What you will do: Work through the material below line by line and say how many lines include the word "picture". Only the number, please.

Data:
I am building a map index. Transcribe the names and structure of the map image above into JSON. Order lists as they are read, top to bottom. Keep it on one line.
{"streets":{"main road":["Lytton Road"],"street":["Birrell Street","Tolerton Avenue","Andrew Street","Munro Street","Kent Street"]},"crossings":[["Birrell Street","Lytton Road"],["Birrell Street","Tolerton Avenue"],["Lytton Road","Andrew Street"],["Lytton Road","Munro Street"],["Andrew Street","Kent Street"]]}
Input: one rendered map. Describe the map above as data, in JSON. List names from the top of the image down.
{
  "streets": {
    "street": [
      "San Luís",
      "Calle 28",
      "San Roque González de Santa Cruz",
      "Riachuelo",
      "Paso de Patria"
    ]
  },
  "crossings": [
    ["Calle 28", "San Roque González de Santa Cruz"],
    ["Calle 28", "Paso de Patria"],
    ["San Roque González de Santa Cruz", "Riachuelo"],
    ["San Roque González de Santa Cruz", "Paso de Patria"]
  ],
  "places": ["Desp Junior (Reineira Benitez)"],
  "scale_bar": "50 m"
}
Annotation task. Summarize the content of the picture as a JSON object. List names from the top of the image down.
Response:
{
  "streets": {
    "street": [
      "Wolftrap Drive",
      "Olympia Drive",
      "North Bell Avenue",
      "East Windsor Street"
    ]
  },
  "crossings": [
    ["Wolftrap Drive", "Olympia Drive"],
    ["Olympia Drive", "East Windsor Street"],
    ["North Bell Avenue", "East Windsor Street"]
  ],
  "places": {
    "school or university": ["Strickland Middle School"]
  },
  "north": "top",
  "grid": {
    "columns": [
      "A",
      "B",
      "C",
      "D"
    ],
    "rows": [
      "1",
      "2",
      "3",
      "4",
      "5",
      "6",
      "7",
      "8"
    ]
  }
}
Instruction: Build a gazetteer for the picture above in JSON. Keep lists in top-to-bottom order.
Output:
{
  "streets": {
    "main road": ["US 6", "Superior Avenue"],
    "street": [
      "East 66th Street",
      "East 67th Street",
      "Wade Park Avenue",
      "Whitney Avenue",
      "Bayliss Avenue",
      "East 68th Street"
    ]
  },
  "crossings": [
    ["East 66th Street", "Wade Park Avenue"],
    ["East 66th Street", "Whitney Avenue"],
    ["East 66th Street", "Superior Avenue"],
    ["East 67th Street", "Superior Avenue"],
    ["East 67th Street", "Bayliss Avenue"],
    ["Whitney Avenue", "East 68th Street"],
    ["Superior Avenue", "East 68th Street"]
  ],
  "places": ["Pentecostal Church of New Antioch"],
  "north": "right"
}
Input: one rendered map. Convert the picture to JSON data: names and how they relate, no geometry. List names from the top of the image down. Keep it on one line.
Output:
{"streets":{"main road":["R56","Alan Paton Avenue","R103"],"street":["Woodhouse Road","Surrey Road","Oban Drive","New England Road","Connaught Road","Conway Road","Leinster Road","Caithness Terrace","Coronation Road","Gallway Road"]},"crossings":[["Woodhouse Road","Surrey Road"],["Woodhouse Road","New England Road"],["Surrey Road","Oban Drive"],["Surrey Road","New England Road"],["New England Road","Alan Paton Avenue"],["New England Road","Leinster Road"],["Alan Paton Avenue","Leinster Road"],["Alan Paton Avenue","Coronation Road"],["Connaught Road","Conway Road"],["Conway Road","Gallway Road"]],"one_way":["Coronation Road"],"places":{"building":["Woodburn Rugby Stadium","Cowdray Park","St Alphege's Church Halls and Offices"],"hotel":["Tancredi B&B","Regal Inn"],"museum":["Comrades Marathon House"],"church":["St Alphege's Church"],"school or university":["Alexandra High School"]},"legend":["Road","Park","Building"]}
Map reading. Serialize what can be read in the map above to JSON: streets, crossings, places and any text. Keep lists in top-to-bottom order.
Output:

Answer space: 3